Note

You are reading the documentation for MMOCR 0.x, which will soon be deprecated by the end of 2022. We recommend you upgrade to MMOCR 1.0 to enjoy fruitful new features and better performance brought by OpenMMLab 2.0. Check out the maintenance plan, changelog, code and documentation of MMOCR 1.0 for more details.

# KIE: Difference between CloseSet & OpenSet¶

Being trained on WildReceipt, SDMG-R, or other KIE models, can identify the types of text boxes on a receipt picture. But what SDMG-R can do is far more beyond that. For example, it’s able to identify key-value pairs on the picture. To demonstrate such ability and hopefully facilitate future research, we release a demonstrative version of WildReceiptOpenset annotated in OpenSet format, and provide a full training/testing pipeline for KIE models such as SDMG-R. Since it might be a confusing update, we’ll elaborate on the key differences between the OpenSet and CloseSet format, taking WildReceipt as an example.

## CloseSet¶

WildReceipt (“CloseSet”) divides text boxes into 26 categories. There are 12 key-value pairs of fine-grained key information categories, such as (Prod_item_value, Prod_item_key), (Prod_price_value, Prod_price_key) and (Tax_value, Tax_key), plus two more “do not care” categories: Ignore and Others.

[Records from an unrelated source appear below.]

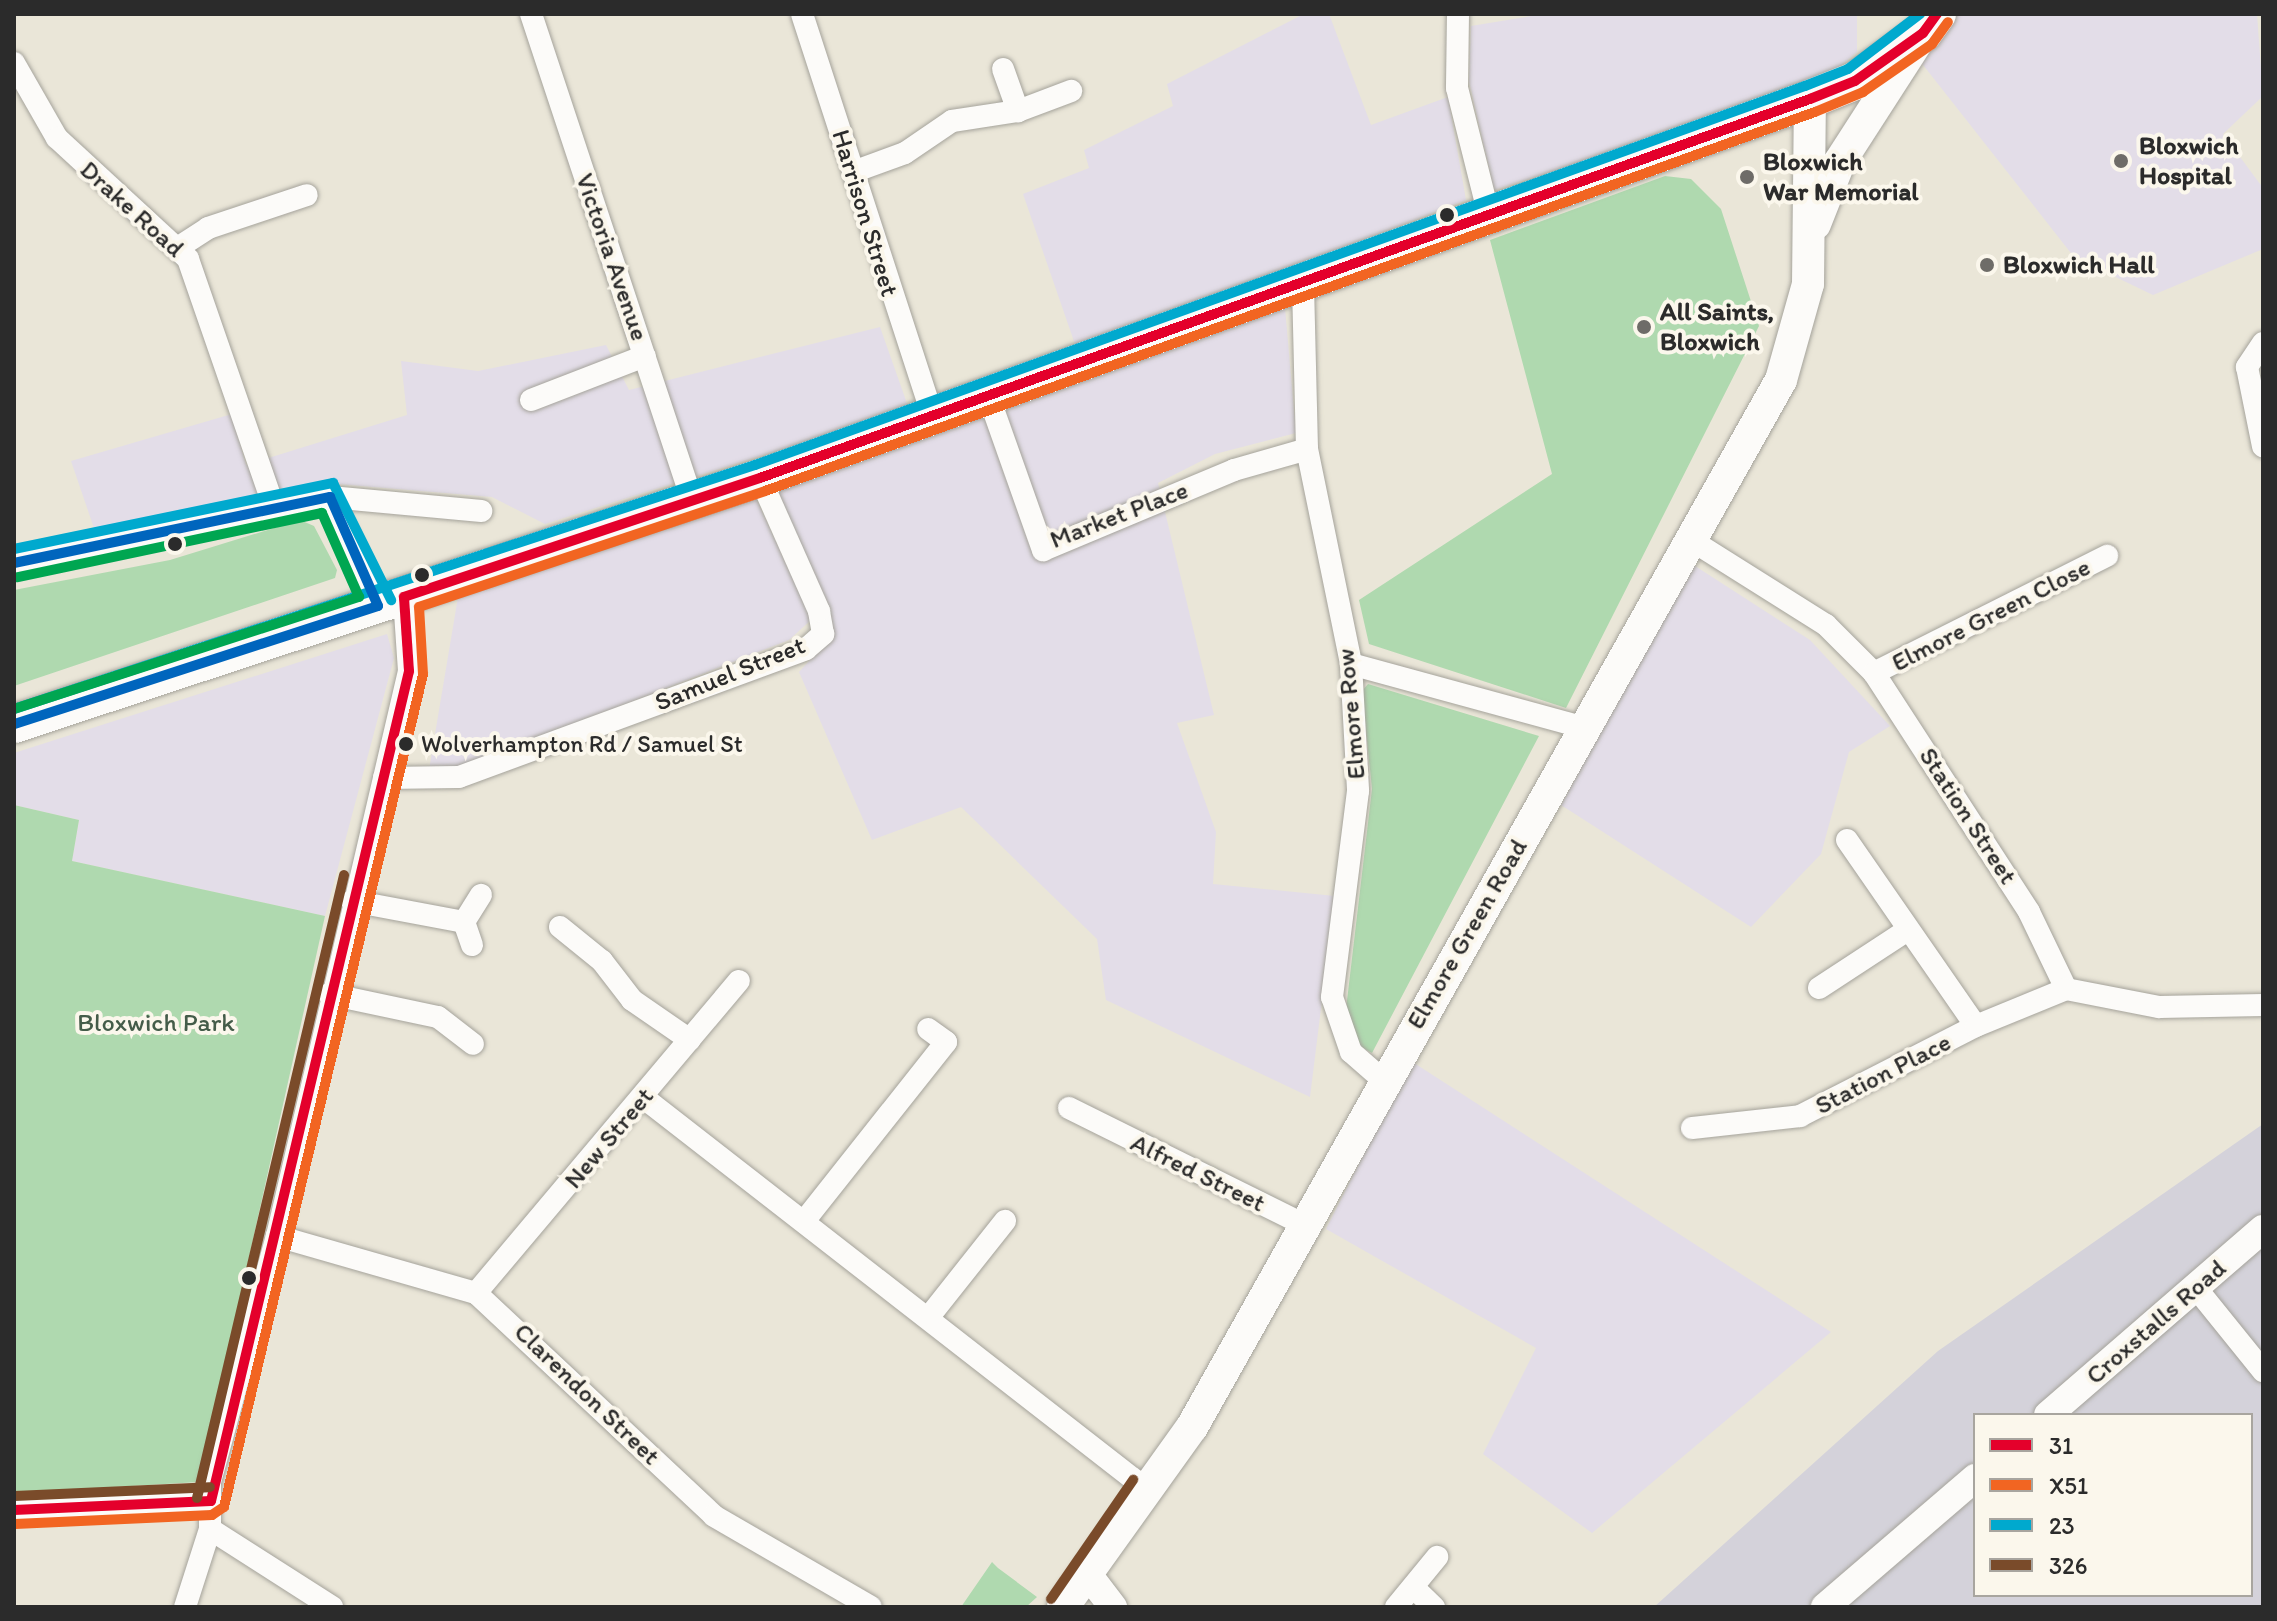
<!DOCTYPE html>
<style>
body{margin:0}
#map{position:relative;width:2277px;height:1621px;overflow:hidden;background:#eae6d8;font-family:Itim,sans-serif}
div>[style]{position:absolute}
.built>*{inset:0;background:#e3dde8}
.industrial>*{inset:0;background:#d4d2da}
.green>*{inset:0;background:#afd9af}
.roads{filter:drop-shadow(0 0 2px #a5a39b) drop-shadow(0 0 2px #a5a39b)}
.minor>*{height:22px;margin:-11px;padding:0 11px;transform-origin:11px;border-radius:11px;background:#fcfbf9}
.tertiary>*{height:28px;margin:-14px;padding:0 14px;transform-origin:14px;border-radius:14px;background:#fcfbf9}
.secondary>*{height:32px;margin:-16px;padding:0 16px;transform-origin:16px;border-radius:16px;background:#fcfbf9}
.trunk>*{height:38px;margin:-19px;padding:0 19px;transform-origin:19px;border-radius:19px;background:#fcfbf9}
.bus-1>*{height:10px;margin:-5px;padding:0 5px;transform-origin:5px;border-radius:5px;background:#e4002b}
.bus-2>*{height:10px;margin:-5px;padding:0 5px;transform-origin:5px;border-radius:5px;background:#f26522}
.bus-3>*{height:10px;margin:-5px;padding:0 5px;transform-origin:5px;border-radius:5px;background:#00a9ce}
.bus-4>*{height:10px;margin:-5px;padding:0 5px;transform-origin:5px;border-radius:5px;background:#7a4b2a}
.bus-5>*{height:10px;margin:-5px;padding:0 5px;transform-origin:5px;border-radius:5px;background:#0065bd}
.bus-6>*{height:10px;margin:-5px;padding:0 5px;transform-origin:5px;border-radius:5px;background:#00a651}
.dots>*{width:22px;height:22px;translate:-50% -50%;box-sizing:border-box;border:4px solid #fbf7ec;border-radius:50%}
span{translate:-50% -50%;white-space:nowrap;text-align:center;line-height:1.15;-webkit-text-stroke:8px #fbf7ec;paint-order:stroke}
.bus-label{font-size:24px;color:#2b2b2b}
.left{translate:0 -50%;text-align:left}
.poi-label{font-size:26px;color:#2b2b2b;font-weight:700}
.street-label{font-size:26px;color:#2b2b2b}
.park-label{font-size:26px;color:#445c49}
.frame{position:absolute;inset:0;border:16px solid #2b2b2b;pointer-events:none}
.legend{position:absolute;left:1973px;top:1413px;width:280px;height:184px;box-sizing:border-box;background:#fbf7ec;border:2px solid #a8a59f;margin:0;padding:10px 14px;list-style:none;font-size:24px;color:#2b2b2b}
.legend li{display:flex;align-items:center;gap:16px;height:40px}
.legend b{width:40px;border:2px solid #a8a59f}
</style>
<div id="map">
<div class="built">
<div style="clip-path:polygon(1304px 14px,1329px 14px,1371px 125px,1448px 97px,1466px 200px,1077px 350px,1023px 194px,1089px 168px,1084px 150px,1173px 106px,1167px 84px)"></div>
<div style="clip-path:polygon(1544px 14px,1857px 14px,1857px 52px,1832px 73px,1719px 117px,1494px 190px,1469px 81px,1471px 26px)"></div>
<div style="clip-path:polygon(1956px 14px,2257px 14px,2263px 96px,2223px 134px,2263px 188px,2263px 249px,2153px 295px,2074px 257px,1916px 56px)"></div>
<div style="clip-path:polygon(1285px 308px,1296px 433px,1215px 454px,1158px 483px,1214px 715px,1177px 723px,1216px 832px,1213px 884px,1335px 896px,1310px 1097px,1106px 1000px,1097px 939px,961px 807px,872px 840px,799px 672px,834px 634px,773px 482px)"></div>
<div style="clip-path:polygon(880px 327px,909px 409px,545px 524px,492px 497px,337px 484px,95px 531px,71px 461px,232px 414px,246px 465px,407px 415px,401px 361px,478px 371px,606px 345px,629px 390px)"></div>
<div style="clip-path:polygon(752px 490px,812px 619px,789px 640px,465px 767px,429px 770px,458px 597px)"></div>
<div style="clip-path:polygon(1692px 564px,1810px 640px,1890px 726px,1849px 752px,1821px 854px,1751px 927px,1561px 805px)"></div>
<div style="clip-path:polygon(387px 634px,394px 658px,325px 916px,72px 861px,79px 820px,14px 805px,14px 753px)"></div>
<div style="clip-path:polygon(1411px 1061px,1831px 1332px,1592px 1533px,1483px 1454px,1536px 1348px,1326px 1229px)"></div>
</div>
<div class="industrial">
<div style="clip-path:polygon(evenodd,2263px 1124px,2263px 1607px,1654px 1607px,1938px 1351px,2263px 1124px,1975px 1415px,2251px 1415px,2251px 1595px,1975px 1595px,1975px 1415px)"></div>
</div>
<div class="green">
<div style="clip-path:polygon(1665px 176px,1691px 179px,1721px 209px,1759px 326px,1566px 708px,1369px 644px,1359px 600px,1552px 474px,1490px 240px)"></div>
<div style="clip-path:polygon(300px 520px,314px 526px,337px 570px,335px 578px,14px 686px,14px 590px,170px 560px)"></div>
<div style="clip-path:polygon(1368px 684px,1539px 736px,1372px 1053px,1358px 1045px,1346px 1009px,1372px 789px,1362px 691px)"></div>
<div style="clip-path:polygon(14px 805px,79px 820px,72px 861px,325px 916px,199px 1482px,14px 1493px)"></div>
<div style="clip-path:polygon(992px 1562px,998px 1568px,1037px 1597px,1026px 1607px,961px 1607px)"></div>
</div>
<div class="roads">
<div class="minor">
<div style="left:531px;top:14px;width:512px;rotate:71.67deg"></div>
<div style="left:802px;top:14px;width:417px;rotate:72deg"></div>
<div style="left:1458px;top:14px;width:74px;rotate:90.8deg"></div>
<div style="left:1457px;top:88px;width:131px;rotate:75.9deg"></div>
<div style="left:14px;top:63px;width:86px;rotate:60.2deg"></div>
<div style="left:57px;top:138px;width:178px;rotate:42.7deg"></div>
<div style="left:188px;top:259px;width:259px;rotate:70.9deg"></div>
<div style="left:1003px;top:69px;width:45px;rotate:70.3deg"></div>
<div style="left:853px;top:172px;width:55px;rotate:-20.1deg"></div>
<div style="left:905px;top:153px;width:57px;rotate:-34.2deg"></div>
<div style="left:952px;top:121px;width:67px;rotate:-8.6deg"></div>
<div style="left:1018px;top:111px;width:57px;rotate:-20.7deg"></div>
<div style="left:179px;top:247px;width:35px;rotate:-33deg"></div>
<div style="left:208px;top:228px;width:104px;rotate:-18.4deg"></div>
<div style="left:1303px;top:285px;width:164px;rotate:88.6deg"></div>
<div style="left:1307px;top:449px;width:219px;rotate:78.4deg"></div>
<div style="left:1351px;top:664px;width:127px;rotate:86.8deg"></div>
<div style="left:1358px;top:791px;width:208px;rotate:97.2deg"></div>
<div style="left:1332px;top:997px;width:58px;rotate:70.9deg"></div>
<div style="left:1351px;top:1052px;width:41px;rotate:41.1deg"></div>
<div style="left:2263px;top:343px;width:29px;rotate:124deg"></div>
<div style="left:2247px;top:367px;width:81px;rotate:78.6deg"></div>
<div style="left:987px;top:392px;width:168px;rotate:70.5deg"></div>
<div style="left:1043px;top:550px;width:207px;rotate:-22.7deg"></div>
<div style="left:1234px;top:470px;width:76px;rotate:-16deg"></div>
<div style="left:531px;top:400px;width:122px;rotate:-21.1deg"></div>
<div style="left:330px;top:497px;width:119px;rotate:66.2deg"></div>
<div style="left:1691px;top:540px;width:160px;rotate:32.2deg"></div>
<div style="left:1826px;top:625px;width:68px;rotate:45deg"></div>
<div style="left:1874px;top:673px;width:285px;rotate:57deg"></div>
<div style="left:2029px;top:912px;width:85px;rotate:64.3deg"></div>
<div style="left:14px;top:563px;width:323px;rotate:-11.8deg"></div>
<div style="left:330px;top:497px;width:152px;rotate:5.3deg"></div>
<div style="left:1351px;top:664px;width:239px;rotate:15.3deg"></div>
<div style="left:1874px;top:673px;width:261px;rotate:-26.7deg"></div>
<div style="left:384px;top:778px;width:75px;rotate:-0.8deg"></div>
<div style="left:459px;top:777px;width:370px;rotate:-20.2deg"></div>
<div style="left:806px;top:649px;width:23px;rotate:-41deg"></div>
<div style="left:823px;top:634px;width:23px;rotate:-100deg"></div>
<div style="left:819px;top:611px;width:145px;rotate:-113.9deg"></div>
<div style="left:1847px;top:840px;width:226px;rotate:55.3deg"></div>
<div style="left:352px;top:901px;width:114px;rotate:10.6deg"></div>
<div style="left:560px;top:927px;width:54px;rotate:39deg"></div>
<div style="left:602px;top:961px;width:49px;rotate:52.4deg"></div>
<div style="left:632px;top:1000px;width:70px;rotate:34.6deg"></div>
<div style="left:472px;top:945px;width:24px;rotate:-109deg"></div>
<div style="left:464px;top:922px;width:32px;rotate:-58deg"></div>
<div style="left:1819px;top:988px;width:104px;rotate:-33.2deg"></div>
<div style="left:2066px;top:989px;width:95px;rotate:11deg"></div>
<div style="left:2159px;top:1007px;width:104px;rotate:-1.1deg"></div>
<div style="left:329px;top:994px;width:111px;rotate:11.9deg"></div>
<div style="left:438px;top:1017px;width:44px;rotate:37.6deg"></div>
<div style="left:644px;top:1098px;width:635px;rotate:37.9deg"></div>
<div style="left:1069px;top:1108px;width:266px;rotate:26.4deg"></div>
<div style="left:1692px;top:1128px;width:109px;rotate:-6.3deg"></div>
<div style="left:1800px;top:1116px;width:198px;rotate:-27.1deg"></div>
<div style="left:1976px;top:1026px;width:97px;rotate:-22.3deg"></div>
<div style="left:805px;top:1220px;width:227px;rotate:-51.6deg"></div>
<div style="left:946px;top:1042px;width:22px;rotate:-144deg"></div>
<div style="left:277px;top:1236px;width:207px;rotate:16deg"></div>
<div style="left:476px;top:1293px;width:326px;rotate:43.1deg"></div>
<div style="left:714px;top:1516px;width:181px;rotate:30.1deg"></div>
<div style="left:2196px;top:1288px;width:107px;rotate:51.1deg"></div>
<div style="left:476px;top:1293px;width:408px;rotate:-49.9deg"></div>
<div style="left:928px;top:1318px;width:124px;rotate:-51.6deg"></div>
<div style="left:14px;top:1510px;width:197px;rotate:-2.6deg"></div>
<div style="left:210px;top:1529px;width:145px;rotate:32.6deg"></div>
<div style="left:1414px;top:1588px;width:28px;rotate:44deg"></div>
<div style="left:185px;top:1607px;width:82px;rotate:-72.2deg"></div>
<div style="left:210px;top:1529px;width:47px;rotate:-90deg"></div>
<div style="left:210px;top:1482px;width:255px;rotate:-74.8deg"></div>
<div style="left:277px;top:1236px;width:580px;rotate:-76.85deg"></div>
<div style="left:409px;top:671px;width:74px;rotate:-93.9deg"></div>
<div style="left:1396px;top:1607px;width:65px;rotate:-50.6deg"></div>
</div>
<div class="tertiary">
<div style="left:2048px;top:1415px;width:284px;rotate:-40.9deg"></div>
<div style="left:1087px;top:1573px;width:43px;rotate:52.6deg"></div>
<div style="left:1825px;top:1607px;width:198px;rotate:-40.7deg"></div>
</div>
<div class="secondary">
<div style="left:1815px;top:224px;width:66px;rotate:-68.5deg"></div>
<div style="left:1839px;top:163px;width:148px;rotate:-57.2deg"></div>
<div style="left:1063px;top:1607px;width:221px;rotate:-54.4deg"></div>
<div style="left:1192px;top:1427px;width:1201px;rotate:-60.64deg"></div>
<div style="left:1781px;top:380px;width:100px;rotate:-74.3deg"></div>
<div style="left:1808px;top:284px;width:185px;rotate:-89.4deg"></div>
</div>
<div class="trunk">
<div style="left:14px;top:724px;width:786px;rotate:-18.25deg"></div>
<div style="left:760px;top:478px;width:1116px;rotate:-19.85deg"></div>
<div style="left:1810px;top:99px;width:48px;rotate:-21.8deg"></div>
<div style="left:1855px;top:81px;width:83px;rotate:-35.2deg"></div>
<div style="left:1923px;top:33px;width:24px;rotate:-54deg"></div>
</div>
</div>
<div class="bus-1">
<div style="left:14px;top:1510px;width:197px;rotate:-2.6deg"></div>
<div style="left:211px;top:1501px;width:853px;rotate:-76.58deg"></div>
<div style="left:409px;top:671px;width:74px;rotate:-93.9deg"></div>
<div style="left:404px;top:597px;width:375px;rotate:-18.5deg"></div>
<div style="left:760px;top:478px;width:1116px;rotate:-19.85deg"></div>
<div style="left:1810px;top:99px;width:48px;rotate:-21.8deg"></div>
<div style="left:1855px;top:81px;width:83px;rotate:-35.2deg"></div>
<div style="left:1923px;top:33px;width:24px;rotate:-54deg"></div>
</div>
<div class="bus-2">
<div style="left:15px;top:1524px;width:197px;rotate:-2.6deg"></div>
<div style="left:212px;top:1515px;width:14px;rotate:-34deg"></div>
<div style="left:224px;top:1507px;width:856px;rotate:-76.56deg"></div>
<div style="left:423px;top:674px;width:67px;rotate:-93.4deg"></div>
<div style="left:419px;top:607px;width:365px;rotate:-18.5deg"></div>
<div style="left:765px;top:491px;width:1116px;rotate:-19.85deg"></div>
<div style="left:1815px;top:112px;width:52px;rotate:-22.6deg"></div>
<div style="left:1863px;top:92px;width:84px;rotate:-34.8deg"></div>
<div style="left:1932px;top:44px;width:27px;rotate:-54deg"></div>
</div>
<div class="bus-3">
<div style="left:14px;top:549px;width:326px;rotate:-11.7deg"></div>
<div style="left:333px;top:483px;width:131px;rotate:63.6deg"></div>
<div style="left:14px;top:709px;width:780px;rotate:-18.23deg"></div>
<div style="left:755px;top:465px;width:1116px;rotate:-19.85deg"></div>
<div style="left:1805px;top:86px;width:46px;rotate:-21.6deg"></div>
<div style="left:1848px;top:69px;width:91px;rotate:-37.4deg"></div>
</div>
<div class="bus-4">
<div style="left:14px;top:1496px;width:196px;rotate:-2.6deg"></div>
<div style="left:197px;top:1498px;width:640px;rotate:-76.72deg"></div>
<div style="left:1051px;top:1599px;width:145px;rotate:-55.4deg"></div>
</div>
<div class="bus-5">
<div style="left:14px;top:563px;width:323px;rotate:-11.8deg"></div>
<div style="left:330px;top:497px;width:119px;rotate:66.2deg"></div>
<div style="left:378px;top:606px;width:383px;rotate:162deg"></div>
</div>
<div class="bus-6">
<div style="left:14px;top:709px;width:363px;rotate:-18deg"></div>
<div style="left:359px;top:597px;width:92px;rotate:-113.8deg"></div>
<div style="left:322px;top:513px;width:312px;rotate:168.1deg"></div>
</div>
<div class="dots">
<div style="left:2121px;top:161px;background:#6e6c68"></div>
<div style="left:1747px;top:177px;background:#6e6c68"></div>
<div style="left:1447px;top:215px;background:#2b2b2b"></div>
<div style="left:1987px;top:265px;background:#6e6c68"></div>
<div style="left:1644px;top:327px;background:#6e6c68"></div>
<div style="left:175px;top:544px;background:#2b2b2b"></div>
<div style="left:422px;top:575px;background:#2b2b2b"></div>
<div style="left:406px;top:744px;background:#2b2b2b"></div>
<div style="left:249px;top:1278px;background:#2b2b2b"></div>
</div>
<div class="bus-label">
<span class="left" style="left:421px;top:744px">Wolverhampton Rd / Samuel St</span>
</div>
<div class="poi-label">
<span class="left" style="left:2139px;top:161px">Bloxwich<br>Hospital</span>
<span class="left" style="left:1763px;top:177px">Bloxwich<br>War Memorial</span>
<span class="left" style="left:2003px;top:265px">Bloxwich Hall</span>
<span class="left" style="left:1660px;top:327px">All Saints,<br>Bloxwich</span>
</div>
<div class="street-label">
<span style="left:132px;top:209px;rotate:42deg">Drake Road</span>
<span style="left:865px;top:213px;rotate:73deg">Harrison Street</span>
<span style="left:612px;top:257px;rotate:71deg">Victoria Avenue</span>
<span style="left:1119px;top:515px;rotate:-21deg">Market Place</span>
<span style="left:1991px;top:615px;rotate:-27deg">Elmore Green Close</span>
<span style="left:730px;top:674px;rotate:-22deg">Samuel Street</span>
<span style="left:1351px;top:714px;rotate:-95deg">Elmore Row</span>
<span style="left:1968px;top:816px;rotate:57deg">Station Street</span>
<span style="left:1467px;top:934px;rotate:-60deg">Elmore Green Road</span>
<span style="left:1883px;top:1074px;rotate:-27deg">Station Place</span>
<span style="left:609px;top:1138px;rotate:-50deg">New Street</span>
<span style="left:1198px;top:1173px;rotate:26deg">Alfred Street</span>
<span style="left:2156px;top:1322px;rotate:-41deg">Croxstalls Road</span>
<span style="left:587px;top:1394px;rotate:44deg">Clarendon Street</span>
</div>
<div class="park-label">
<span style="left:156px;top:1023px">Bloxwich Park</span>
</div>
<div class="frame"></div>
<ul class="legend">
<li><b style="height:10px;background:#e4002b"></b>31</li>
<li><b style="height:10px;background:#f26522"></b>X51</li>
<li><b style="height:10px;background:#00a9ce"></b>23</li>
<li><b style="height:10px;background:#7a4b2a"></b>326</li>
</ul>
</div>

The objective of CloseSet SDMGR is to predict which category fits the text box best, but it will not predict the relations among text boxes. For instance, if there are four text boxes “Hamburger”, “Hotdog”, “$1” and “$2” on the receipt, the model may assign Prod_item_value to the first two boxes and Prod_price_value to the last two, but it can’t tell if Hamburger sells for $1 or$2. However, this could be achieved in the open-set variant.

Warning

A *_key and *_value pair do not necessarily have to both appear on the receipt. For example, we usually won’t see Prod_item_key appearing on the receipt, while there can be multiple boxes annotated as Pred_item_value. In contrast, Tax_key and Tax_value are likely to appear together since they’re usually structured as Tax: 11.02 on the receipt.

## OpenSet¶

In OpenSet, all text boxes, or nodes, have only 4 possible categories: background, key, value, and others. The connectivity between nodes are annotated as edge labels. If a pair of key-value nodes have the same edge label, they are connected by an valid edge.

Multiple nodes can have the same edge label. However, only key and value nodes will be linked by edges. The nodes of same category will never be connected.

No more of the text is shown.